**WHAT TO DO:** Here is a listing; work out how many of its lines contain the word "roads", and state only that number.

**AVAILABLE DATA:**

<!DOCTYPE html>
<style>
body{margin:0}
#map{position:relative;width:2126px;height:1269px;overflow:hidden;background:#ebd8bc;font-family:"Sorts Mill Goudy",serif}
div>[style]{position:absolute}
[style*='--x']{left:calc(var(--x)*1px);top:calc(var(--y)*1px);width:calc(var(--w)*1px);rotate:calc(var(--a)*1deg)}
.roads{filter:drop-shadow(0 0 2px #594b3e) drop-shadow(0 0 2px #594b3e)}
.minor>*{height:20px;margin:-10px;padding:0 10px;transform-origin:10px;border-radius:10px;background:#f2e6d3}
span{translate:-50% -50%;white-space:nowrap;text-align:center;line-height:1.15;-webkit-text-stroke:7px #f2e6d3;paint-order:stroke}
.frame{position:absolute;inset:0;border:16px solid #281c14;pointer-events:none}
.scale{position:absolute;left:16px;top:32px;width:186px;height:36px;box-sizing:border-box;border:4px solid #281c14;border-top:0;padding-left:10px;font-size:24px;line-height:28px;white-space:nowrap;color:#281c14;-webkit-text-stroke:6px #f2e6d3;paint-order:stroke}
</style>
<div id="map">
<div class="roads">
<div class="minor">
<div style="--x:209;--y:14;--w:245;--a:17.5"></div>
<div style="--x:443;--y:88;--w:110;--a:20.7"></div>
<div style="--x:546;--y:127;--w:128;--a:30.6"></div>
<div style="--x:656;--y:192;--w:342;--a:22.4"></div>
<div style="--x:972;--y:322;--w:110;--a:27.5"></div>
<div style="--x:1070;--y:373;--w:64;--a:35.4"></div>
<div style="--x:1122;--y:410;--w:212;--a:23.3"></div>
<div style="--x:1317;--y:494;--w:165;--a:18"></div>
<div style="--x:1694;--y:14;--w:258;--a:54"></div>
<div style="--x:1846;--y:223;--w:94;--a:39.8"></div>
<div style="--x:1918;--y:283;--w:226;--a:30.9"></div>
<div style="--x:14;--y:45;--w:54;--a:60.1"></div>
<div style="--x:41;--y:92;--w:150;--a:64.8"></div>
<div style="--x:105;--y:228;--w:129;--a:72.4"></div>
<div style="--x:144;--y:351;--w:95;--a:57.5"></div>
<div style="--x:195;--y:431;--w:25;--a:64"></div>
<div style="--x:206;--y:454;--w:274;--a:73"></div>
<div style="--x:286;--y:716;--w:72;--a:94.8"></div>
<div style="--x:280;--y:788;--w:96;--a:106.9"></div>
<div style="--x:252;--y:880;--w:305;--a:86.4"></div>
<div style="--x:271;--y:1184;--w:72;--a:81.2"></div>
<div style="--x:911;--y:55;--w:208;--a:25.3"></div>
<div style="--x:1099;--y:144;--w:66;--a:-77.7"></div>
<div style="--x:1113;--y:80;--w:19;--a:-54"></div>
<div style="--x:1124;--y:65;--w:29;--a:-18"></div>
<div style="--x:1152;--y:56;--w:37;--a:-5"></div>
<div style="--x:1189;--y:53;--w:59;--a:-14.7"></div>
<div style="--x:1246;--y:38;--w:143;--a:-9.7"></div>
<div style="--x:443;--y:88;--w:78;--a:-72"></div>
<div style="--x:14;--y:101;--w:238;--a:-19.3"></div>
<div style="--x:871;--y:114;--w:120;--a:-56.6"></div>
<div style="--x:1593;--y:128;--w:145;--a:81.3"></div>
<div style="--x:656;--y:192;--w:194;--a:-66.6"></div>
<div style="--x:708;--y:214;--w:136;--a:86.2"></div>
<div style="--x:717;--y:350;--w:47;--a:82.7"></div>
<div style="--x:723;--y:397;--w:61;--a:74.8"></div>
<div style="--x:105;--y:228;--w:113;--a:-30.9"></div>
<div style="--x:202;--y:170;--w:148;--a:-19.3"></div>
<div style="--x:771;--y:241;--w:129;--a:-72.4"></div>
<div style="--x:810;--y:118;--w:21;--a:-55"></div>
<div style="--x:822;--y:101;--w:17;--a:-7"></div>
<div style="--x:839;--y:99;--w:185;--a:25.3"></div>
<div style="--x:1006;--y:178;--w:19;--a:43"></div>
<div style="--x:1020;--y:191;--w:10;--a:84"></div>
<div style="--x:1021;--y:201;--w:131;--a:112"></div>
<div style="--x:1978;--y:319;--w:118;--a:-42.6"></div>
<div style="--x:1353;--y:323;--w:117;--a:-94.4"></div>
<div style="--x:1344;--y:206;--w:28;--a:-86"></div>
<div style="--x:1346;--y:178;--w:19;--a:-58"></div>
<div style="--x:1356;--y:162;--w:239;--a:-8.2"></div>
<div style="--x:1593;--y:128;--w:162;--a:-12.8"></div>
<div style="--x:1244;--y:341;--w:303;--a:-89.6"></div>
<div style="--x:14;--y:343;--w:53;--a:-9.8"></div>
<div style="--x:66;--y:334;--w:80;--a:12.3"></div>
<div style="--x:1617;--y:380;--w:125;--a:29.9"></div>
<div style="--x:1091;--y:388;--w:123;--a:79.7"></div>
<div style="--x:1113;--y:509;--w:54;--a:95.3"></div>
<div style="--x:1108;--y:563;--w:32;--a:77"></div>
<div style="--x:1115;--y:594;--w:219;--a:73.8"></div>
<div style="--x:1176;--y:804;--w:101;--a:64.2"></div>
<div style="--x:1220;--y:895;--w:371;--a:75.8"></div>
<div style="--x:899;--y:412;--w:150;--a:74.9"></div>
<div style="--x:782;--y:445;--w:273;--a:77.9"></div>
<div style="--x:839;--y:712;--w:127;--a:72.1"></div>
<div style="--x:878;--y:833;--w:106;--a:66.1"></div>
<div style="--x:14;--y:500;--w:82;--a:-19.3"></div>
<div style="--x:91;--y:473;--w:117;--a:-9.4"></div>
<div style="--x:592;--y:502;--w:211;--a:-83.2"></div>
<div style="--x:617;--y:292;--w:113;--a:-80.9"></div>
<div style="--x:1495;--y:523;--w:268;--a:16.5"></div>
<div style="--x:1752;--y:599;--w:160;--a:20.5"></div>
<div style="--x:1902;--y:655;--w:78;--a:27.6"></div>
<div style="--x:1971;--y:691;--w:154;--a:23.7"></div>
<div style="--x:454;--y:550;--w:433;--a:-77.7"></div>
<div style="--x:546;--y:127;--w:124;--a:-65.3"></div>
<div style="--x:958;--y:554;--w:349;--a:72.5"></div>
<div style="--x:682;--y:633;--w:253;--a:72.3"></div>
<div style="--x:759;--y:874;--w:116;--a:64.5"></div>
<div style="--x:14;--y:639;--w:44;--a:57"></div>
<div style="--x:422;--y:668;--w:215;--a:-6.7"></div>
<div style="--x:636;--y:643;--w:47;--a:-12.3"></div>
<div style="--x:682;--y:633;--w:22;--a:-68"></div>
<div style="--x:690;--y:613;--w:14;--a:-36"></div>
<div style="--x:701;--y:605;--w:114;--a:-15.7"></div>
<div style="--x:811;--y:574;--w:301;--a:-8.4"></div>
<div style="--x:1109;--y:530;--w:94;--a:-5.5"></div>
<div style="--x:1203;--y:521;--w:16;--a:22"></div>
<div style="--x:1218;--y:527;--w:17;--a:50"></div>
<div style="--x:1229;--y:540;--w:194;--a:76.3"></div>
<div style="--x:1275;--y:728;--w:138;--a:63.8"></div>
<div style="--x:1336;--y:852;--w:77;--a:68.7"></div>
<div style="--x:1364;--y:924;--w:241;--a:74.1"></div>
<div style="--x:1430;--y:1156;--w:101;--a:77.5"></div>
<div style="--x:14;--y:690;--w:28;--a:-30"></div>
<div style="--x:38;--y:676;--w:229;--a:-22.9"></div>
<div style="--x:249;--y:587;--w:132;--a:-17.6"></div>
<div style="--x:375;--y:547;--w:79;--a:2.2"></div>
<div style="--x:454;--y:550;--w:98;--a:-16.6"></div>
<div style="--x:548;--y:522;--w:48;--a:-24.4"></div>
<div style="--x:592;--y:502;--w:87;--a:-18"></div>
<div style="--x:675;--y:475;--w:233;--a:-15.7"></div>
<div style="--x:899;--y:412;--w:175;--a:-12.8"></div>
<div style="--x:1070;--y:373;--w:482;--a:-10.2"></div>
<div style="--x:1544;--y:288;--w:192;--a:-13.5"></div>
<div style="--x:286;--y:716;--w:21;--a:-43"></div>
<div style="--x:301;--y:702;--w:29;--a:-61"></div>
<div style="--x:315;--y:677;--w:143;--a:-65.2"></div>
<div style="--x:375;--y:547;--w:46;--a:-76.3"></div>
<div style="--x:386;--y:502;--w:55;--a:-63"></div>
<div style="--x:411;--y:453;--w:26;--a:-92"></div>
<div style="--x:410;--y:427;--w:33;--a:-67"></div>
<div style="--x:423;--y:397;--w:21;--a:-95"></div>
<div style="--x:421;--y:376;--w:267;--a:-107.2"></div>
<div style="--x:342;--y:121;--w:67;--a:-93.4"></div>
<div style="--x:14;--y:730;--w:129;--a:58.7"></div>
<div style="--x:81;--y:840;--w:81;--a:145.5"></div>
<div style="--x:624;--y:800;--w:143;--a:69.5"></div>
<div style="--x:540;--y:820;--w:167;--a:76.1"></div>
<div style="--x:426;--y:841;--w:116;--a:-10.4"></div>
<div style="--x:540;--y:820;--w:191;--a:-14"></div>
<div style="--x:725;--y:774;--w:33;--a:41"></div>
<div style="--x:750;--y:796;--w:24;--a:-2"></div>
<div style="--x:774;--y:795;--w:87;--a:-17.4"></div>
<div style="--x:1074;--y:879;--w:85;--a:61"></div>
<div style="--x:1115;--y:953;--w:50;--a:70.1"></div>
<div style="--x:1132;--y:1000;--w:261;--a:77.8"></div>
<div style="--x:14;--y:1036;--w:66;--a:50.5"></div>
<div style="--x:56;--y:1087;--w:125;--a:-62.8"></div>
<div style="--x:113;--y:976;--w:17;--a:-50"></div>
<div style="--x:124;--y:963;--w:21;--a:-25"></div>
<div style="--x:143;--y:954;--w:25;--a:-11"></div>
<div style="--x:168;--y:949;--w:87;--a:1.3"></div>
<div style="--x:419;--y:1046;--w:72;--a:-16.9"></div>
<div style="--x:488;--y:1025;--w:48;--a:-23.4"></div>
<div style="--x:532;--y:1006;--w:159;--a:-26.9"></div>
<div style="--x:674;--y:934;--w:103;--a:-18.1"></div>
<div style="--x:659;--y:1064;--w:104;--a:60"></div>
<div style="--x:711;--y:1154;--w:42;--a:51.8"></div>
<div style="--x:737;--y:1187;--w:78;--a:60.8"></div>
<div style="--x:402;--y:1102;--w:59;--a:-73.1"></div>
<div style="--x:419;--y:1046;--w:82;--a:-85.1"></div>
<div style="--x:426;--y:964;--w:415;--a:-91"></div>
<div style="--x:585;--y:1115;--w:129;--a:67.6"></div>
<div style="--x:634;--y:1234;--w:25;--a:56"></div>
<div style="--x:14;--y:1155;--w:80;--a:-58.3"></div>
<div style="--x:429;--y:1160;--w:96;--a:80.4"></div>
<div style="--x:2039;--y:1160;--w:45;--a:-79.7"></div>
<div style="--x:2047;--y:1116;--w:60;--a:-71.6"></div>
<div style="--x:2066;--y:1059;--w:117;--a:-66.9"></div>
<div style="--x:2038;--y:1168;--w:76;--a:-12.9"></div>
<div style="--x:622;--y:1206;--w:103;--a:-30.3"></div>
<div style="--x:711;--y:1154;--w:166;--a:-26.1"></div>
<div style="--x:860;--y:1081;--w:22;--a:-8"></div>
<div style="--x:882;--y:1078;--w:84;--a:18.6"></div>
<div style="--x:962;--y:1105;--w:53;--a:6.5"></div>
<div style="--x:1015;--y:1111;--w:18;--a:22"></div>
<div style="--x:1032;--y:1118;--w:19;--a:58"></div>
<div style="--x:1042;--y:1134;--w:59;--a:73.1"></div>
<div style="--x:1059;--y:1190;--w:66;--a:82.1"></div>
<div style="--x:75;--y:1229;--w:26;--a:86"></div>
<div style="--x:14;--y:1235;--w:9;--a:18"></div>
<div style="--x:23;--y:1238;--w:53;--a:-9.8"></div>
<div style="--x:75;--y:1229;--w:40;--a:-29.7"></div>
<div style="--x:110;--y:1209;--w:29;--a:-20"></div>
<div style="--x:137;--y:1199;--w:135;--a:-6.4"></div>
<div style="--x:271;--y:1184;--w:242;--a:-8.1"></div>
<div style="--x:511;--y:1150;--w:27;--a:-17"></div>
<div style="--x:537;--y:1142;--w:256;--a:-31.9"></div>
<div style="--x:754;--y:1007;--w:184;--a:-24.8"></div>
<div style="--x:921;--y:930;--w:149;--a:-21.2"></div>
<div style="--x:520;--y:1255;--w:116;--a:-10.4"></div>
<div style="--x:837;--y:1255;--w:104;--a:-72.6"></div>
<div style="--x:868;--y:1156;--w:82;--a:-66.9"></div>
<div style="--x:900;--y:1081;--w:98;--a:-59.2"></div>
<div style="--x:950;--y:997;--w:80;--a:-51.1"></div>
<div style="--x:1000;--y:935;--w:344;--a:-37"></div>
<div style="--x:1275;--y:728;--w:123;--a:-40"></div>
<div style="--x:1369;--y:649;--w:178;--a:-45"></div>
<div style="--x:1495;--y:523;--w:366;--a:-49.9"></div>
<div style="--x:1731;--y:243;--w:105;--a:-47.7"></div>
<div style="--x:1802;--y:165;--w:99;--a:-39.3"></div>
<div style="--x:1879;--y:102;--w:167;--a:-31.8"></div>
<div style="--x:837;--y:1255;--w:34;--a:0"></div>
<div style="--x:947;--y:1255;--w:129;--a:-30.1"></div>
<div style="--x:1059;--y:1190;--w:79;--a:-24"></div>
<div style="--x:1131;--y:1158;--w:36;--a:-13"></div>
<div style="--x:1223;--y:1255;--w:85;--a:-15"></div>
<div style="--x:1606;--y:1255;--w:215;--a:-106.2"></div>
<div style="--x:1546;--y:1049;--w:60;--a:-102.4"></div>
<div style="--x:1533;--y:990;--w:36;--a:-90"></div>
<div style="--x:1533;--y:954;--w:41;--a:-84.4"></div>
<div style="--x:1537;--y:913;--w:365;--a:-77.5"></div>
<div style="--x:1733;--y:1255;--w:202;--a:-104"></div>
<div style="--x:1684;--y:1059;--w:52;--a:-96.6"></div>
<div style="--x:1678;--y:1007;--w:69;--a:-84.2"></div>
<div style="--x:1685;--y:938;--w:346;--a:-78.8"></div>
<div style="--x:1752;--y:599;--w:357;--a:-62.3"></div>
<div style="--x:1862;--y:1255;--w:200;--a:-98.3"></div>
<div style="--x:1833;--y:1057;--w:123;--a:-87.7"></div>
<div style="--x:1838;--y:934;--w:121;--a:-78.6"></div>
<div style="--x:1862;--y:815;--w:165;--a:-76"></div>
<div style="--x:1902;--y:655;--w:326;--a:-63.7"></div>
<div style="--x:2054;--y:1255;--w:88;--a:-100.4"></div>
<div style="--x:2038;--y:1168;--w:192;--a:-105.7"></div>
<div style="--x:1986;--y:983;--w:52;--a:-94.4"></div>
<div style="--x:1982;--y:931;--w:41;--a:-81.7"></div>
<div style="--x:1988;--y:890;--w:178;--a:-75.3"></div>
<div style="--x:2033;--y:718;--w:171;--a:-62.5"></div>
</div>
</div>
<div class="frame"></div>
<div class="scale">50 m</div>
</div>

**EXERCISE OUTPUT:** 2